This Pride month, a new anthology featuring the work of queer poets such as Langston Hughes, Ocean Vuong and Kae Tempest is “questioning and redefining what we mean by a ‘queer’ poem”.
100 Queer Poems, edited by Andrew McMillan and Mary Jean Chan, features work from 20th-century poets as well as contemporary LGBTQ+ voices. It’s a “landmark” anthology, said one of the contributing poets, Kit Fan, because there hasn’t been a collection of this kind “for probably two or three decades”. McMillan has described the book as “an update” to the Penguin Book of Homosexual Verse, the last major anthology of queer poems, published in 1986.
Jay Bernard, whose first poetry collection Surge was based on the New Cross fire archives and won the Ted Hughes award, said 100 Queer Poems was “coming at a critical, contradictory juncture: widespread hatred and distrust of trans people alongside huge efforts at representation and inclusion; general acceptance of cis gay and bisexual people yet rising intolerance post-Brexit; an increasingly vocal and visible intersex population, yet few legal rights or protections for them”.
They added: “It will be interesting to see what poets today capture of this moment and how things shift in 10 or 20 years.”
McMillan and Chan are both acclaimed poets themselves – McMillan has won the Guardian first book award, the Somerset Maugham award and the Polari prize for his work, while Chan’s debut collection Flèche won the 2019 Costa poetry award.
Norman Erikson Pasaribu, whose poem Curriculum Vitae is in the book, said it was “dreamlike” to be able to work with McMillan and Chan, and that they felt moved to have space given to “my voice, to my little poem”.
“Based on my personal experience here, the literary communities are often allergic to anything autobiographical,” said Pasaribu, whose short story collection Happy Stories, Mostly, translated by Tiffany Tsao, was longlisted for this year’s International Booker prize. “When I was starting publishing my writing, people would focus on the things they considered autobiographical and talk about them as if they were the weakness of my writing. So I thought it would be fun to be naughty about it by employing a tauntingly autobiographical title, a curriculum vitae.”
The anthology is split into various sections, covering everything from domesticity and history to the city and nature.
Harry Josephine Giles’ poem May a transsexual hear a bird? touches on how their life is politicised. “I’m somebody that leads a very political life and has been very involved in activist movements for a long time,” they said. “And for me, poetry is a space where I can kind of talk out the experience of that.”
Meanwhile Bernard’s poem Hiss came about because they were “thinking about all of the burned buildings [they] have seen or entered, how it feels to stand upright below an uncertain roof, how such buildings appear as both inside and outside, as both ruin and vitrine”.

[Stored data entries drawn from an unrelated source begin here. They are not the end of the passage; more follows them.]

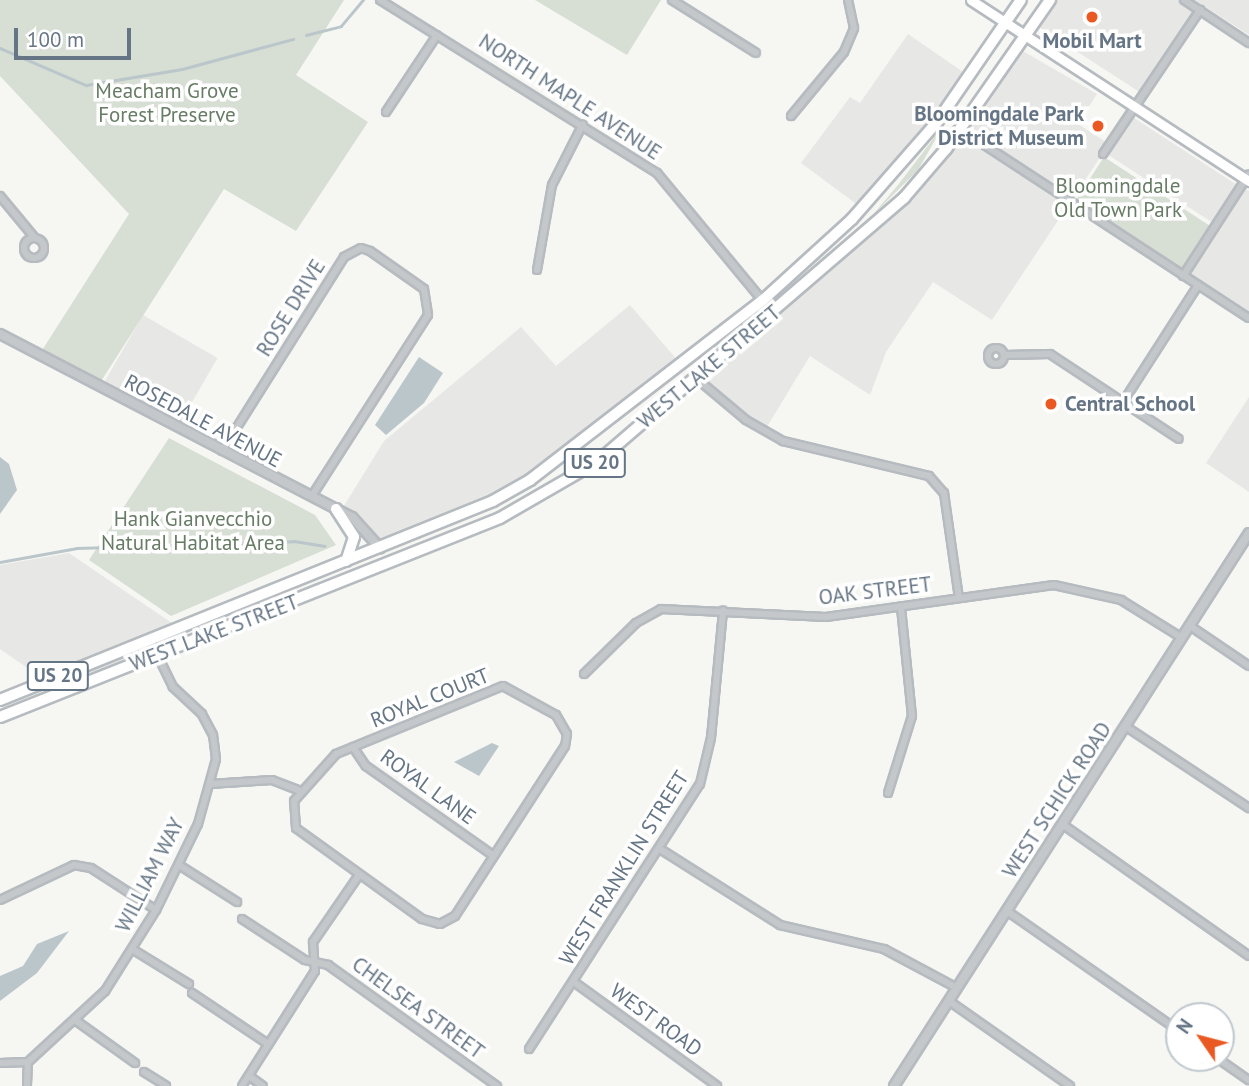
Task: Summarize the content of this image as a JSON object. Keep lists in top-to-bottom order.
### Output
{
  "streets": {
    "main road": ["WEST LAKE STREET", "US 20"],
    "street": [
      "NORTH MAPLE AVENUE",
      "ROSE DRIVE",
      "ROSEDALE AVENUE",
      "OAK STREET",
      "ROYAL COURT",
      "ROYAL LANE",
      "WEST SCHICK ROAD",
      "WEST FRANKLIN STREET",
      "WILLIAM WAY",
      "CHELSEA STREET",
      "WEST ROAD"
    ]
  },
  "crossings": [
    ["NORTH MAPLE AVENUE", "WEST LAKE STREET"],
    ["ROSE DRIVE", "ROSEDALE AVENUE"],
    ["WEST LAKE STREET", "ROSEDALE AVENUE"],
    ["WEST LAKE STREET", "US 20"],
    ["WEST LAKE STREET", "WILLIAM WAY"],
    ["OAK STREET", "WEST SCHICK ROAD"],
    ["OAK STREET", "WEST FRANKLIN STREET"],
    ["ROYAL COURT", "ROYAL LANE"],
    ["WEST FRANKLIN STREET", "WEST ROAD"]
  ],
  "parks": ["Meacham Grove Forest Preserve", "Bloomingdale Old Town Park", "Hank Gianvecchio Natural Habitat Area"],
  "places": ["Mobil Mart", "Bloomingdale Park District Museum", "Central School"],
  "scale_bar": "100 m",
  "north": "top left"
}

The poem asks a number of questions, says Bernard: “What has passed away and what will transpire? Can we allow for a radical inner transformation that appears ugly to us, or that might render us undesirable?”
Meanwhile, Fan was surprised when Chan and McMillan chose his poem Hokkaido for the book, but says when he thought about it, it made sense.

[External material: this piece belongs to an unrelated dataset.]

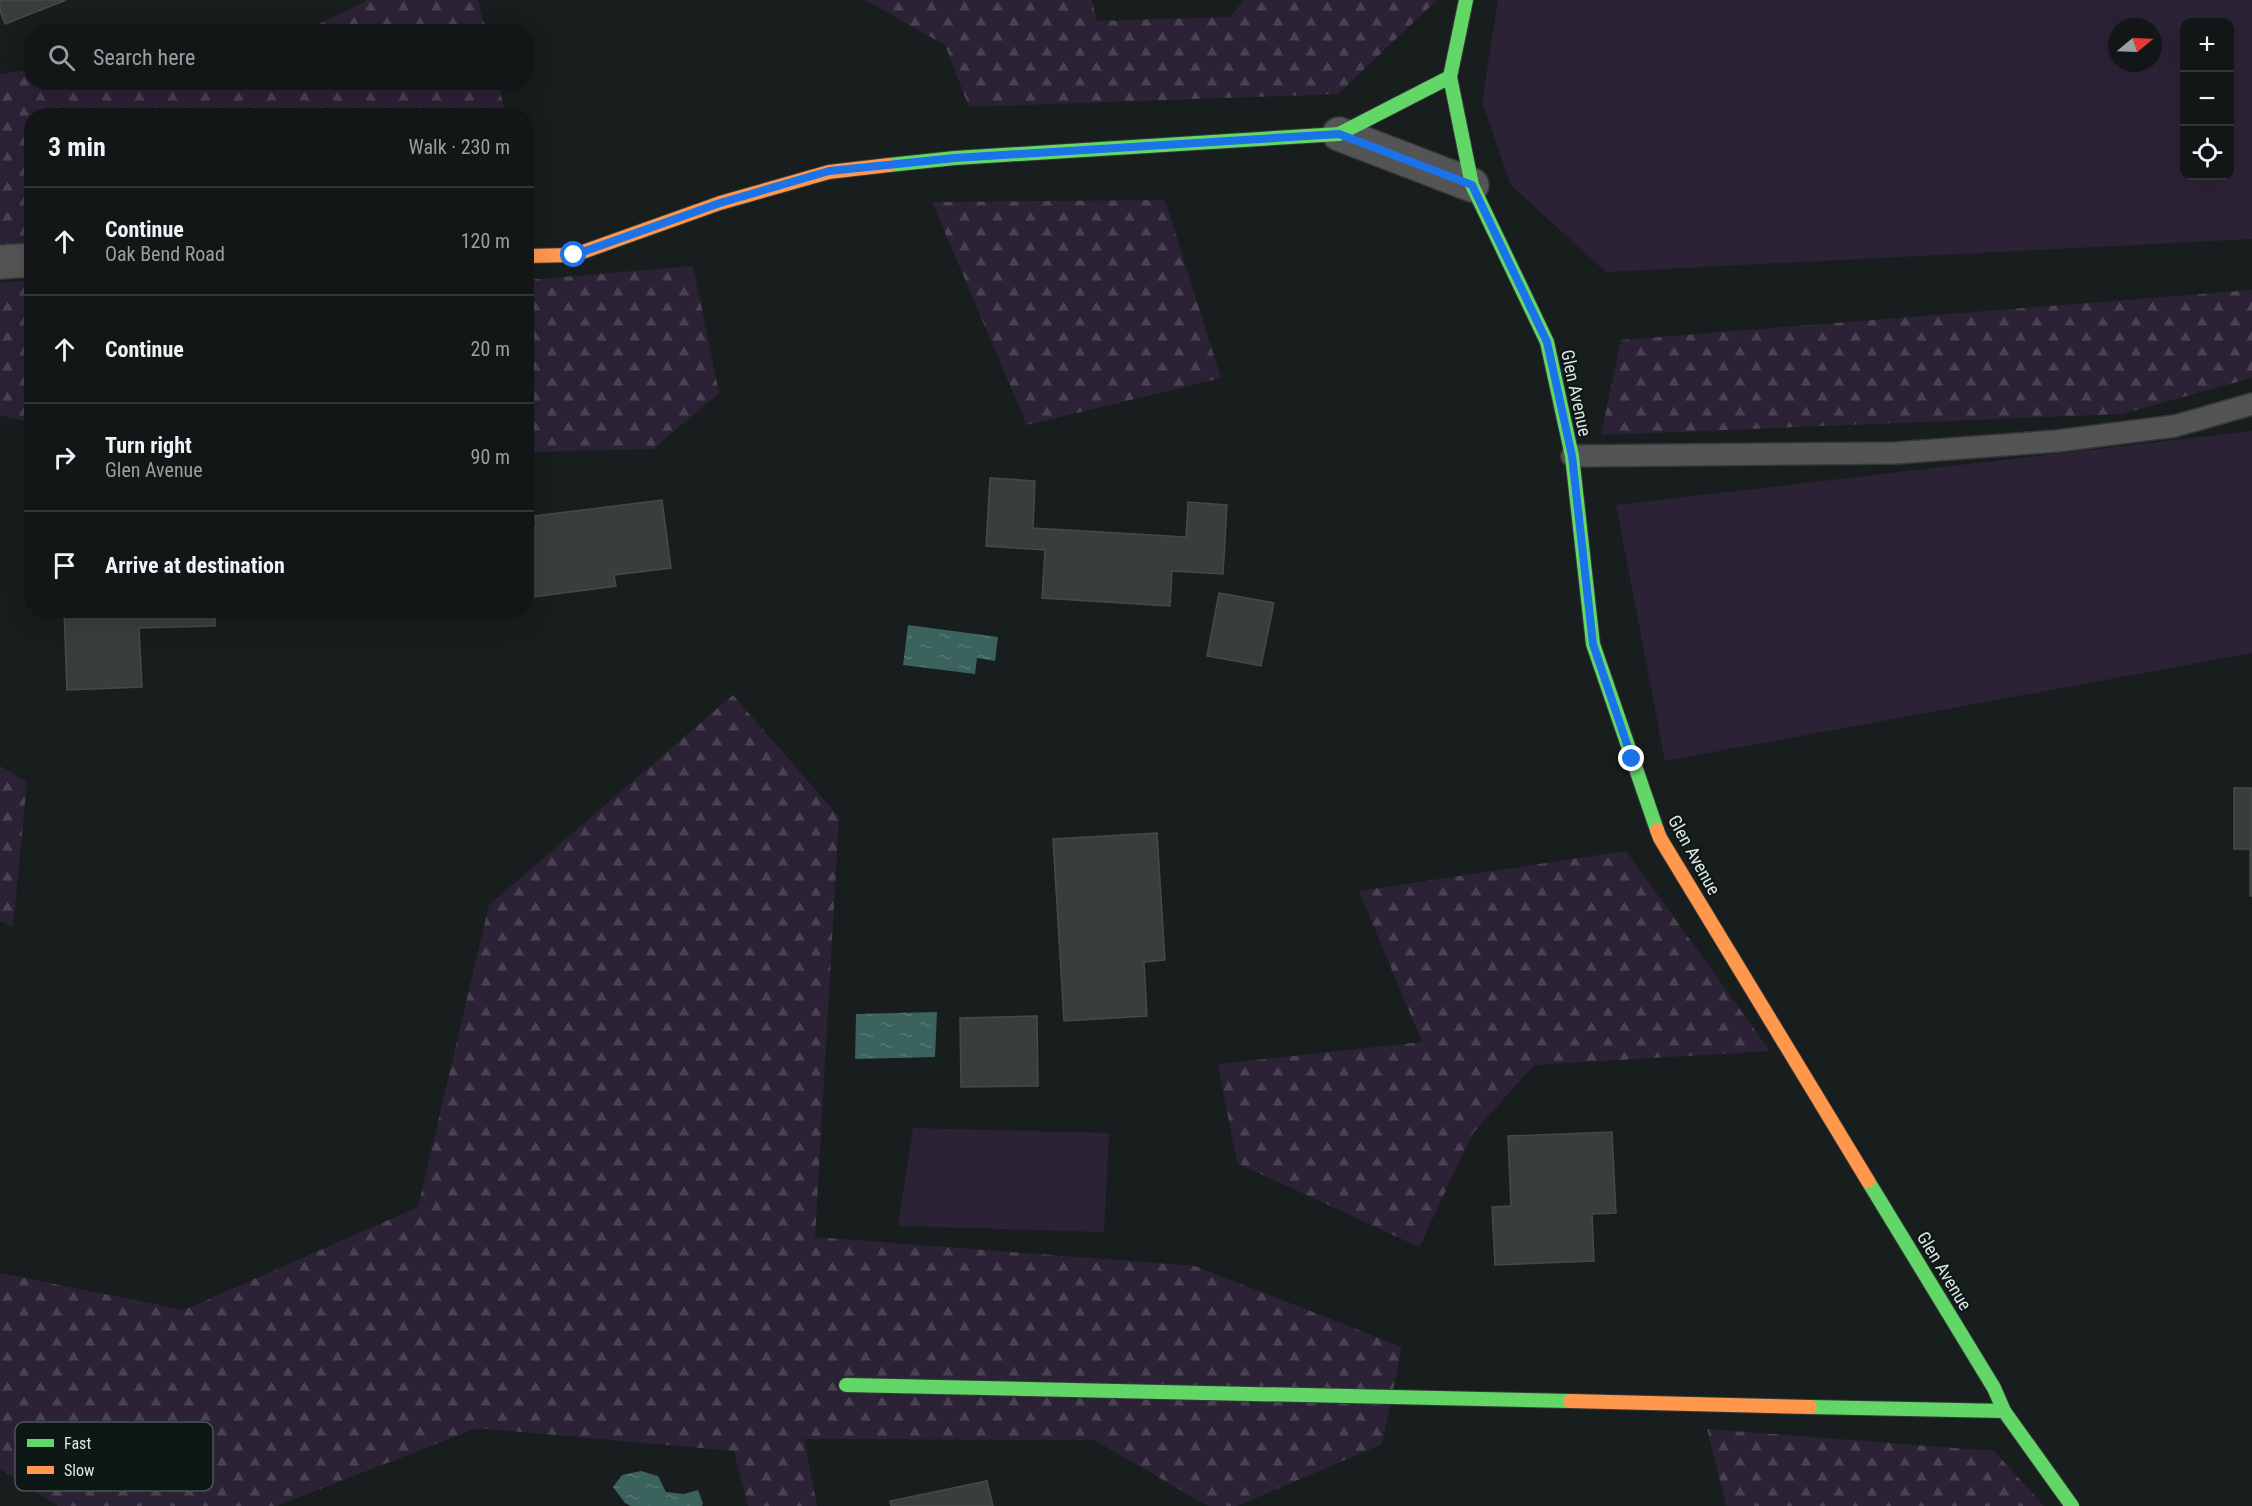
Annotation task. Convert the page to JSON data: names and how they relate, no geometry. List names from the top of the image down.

“It’s not directly queer or about sexuality, but when they chose it, it immediately gave me a sense of epiphany,” said Fan. “And of course it is about the body and it is about how we experience ourselves being naked.”

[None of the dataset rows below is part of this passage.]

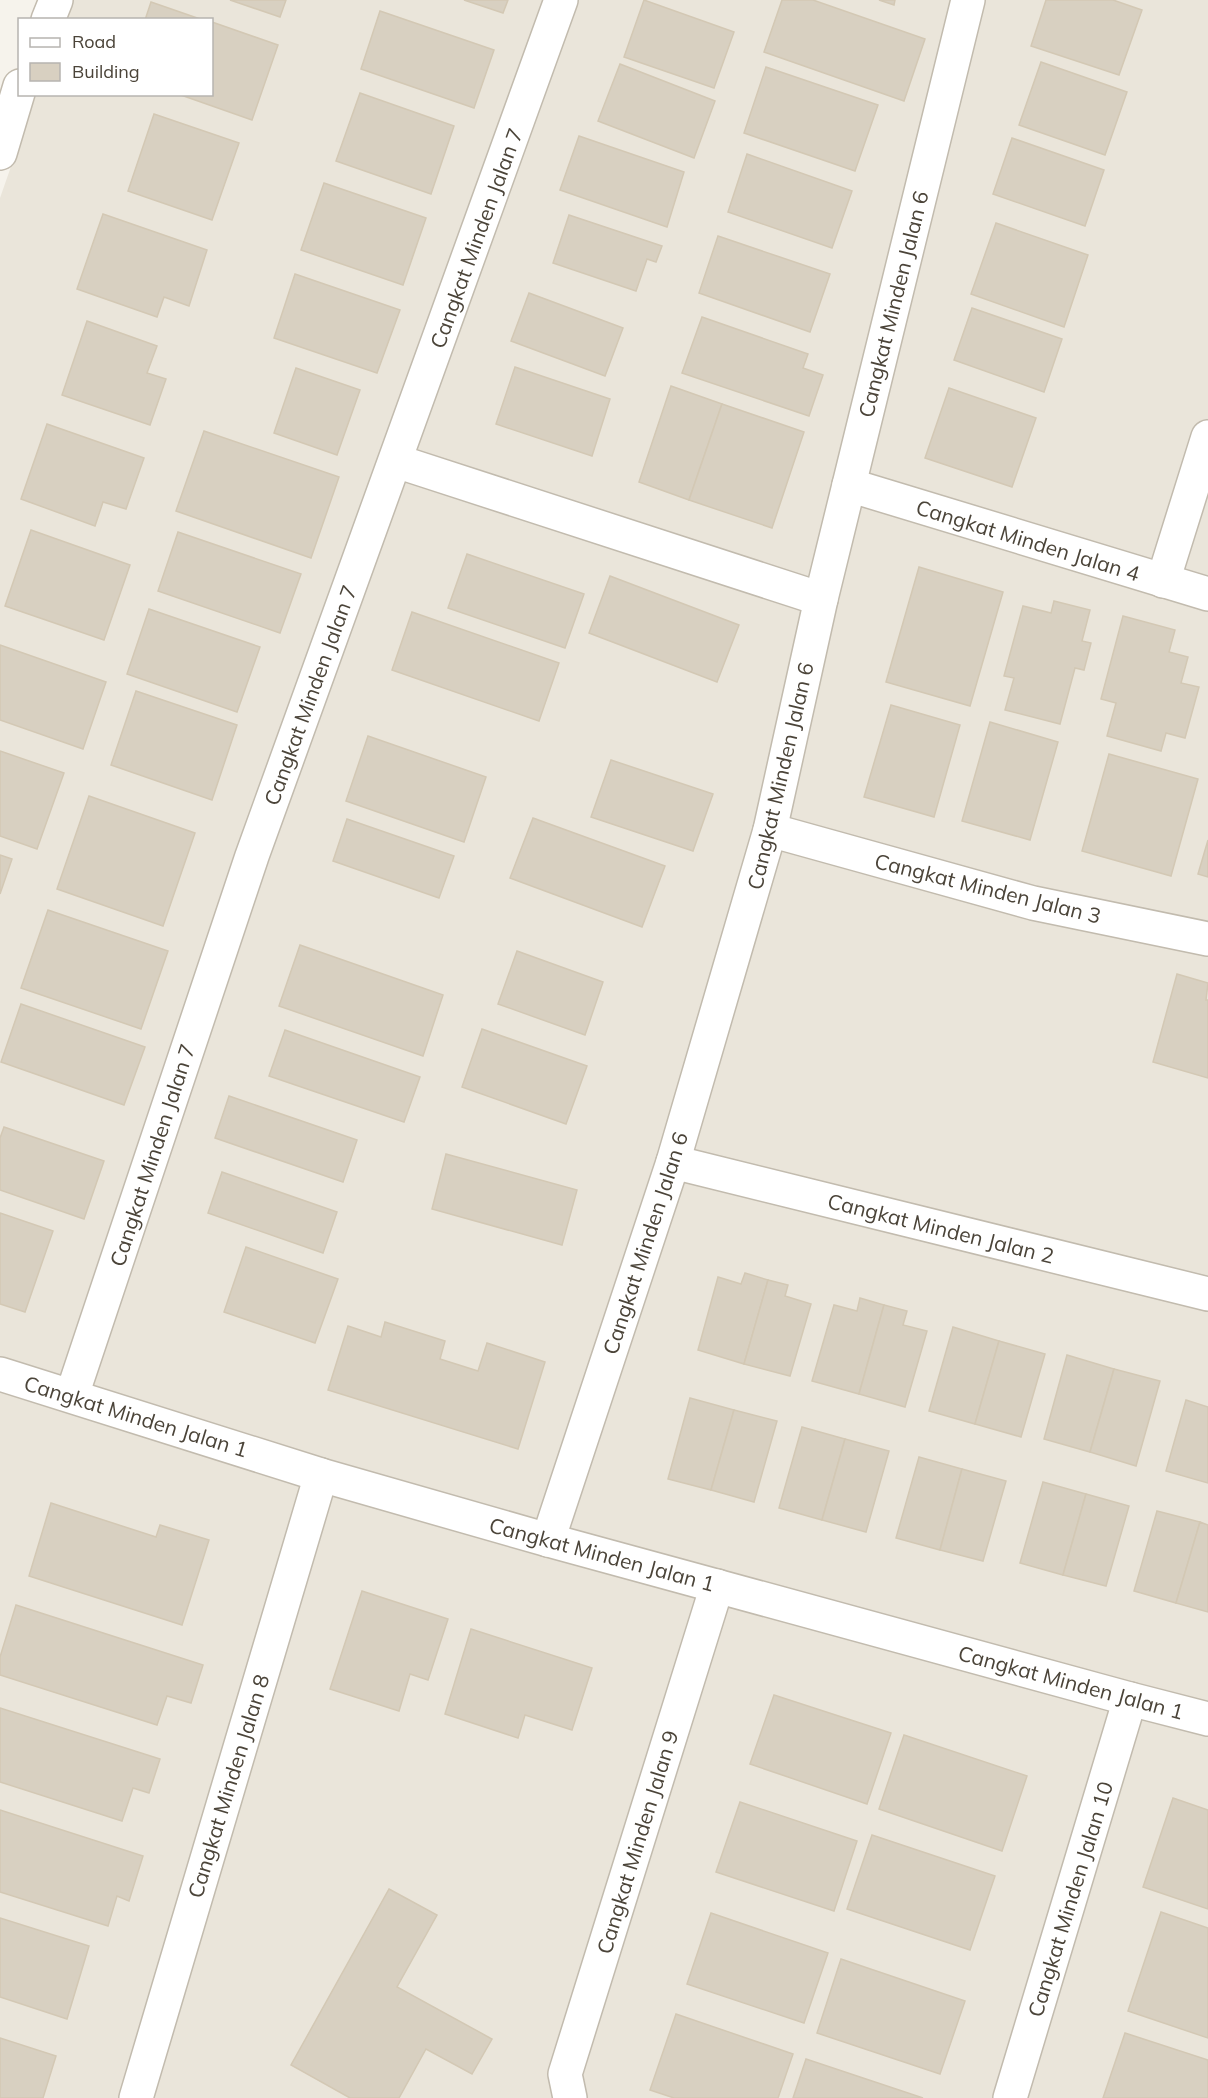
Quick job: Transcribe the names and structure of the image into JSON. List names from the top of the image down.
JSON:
{
  "streets": {
    "street": [
      "Cangkat Minden Jalan 7",
      "Cangkat Minden Jalan 6",
      "Cangkat Minden Jalan 4",
      "Cangkat Minden Jalan 3",
      "Cangkat Minden Jalan 2",
      "Cangkat Minden Jalan 1",
      "Cangkat Minden Jalan 8",
      "Cangkat Minden Jalan 9",
      "Cangkat Minden Jalan 10"
    ]
  },
  "crossings": [
    ["Cangkat Minden Jalan 7", "Cangkat Minden Jalan 1"],
    ["Cangkat Minden Jalan 6", "Cangkat Minden Jalan 4"],
    ["Cangkat Minden Jalan 6", "Cangkat Minden Jalan 3"],
    ["Cangkat Minden Jalan 6", "Cangkat Minden Jalan 2"],
    ["Cangkat Minden Jalan 6", "Cangkat Minden Jalan 1"],
    ["Cangkat Minden Jalan 1", "Cangkat Minden Jalan 8"],
    ["Cangkat Minden Jalan 1", "Cangkat Minden Jalan 9"],
    ["Cangkat Minden Jalan 1", "Cangkat Minden Jalan 10"]
  ],
  "legend": ["Road", "Building"]
}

The poem’s title refers to a prefecture in Japan that contains geothermal hot springs, which Fan has visited. The poem, he says, is about rituals, what it means to be naked in front of others, and what we “tell ourselves when we see our body naked”.
The power of the anthology, said Bernard, is that it “showcases each poem and poet doing something interesting with the subject in their historical context”.
They hope that people reading the book will “understand that queerness is not a discrete sexual category separate from everything else, but something that changes colour and texture in relation to history, economics, nationhood, geography”.
Giles said it’s always “grand to be in something that’s doing this sort of survey of work … that’s trying to, I suppose, use anthologising to communicate something broader” about who is writing poetry, and why.
Pasaribu though, said the last thing they’d do is worry “about how hetero people see me or my writing.
“Fuck heterosupremacy, really. This book is a celebration of exuberant queer poetics, and it’s already very special because of that.”
***
Hiss by Jay Bernard
Going in when the firefighters left
was like standing on a black beach
with the sea suspended in the walls,
soot suds like a conglomerate of flies.
You kick the weeds and try to piece it back.
Fractured shell? A bone? Bloated antennae?
Flesh thigh spindle, gangrenous pet fish?
An eye or a tiny glaring stone? A seal’s tongue?
Or the sour sinew yoking front and hind fin?
Vertebrae or fetters? Bedsheet or slave skin?
The black is coming in from the cold,
rolling up the beach walls, looking for light.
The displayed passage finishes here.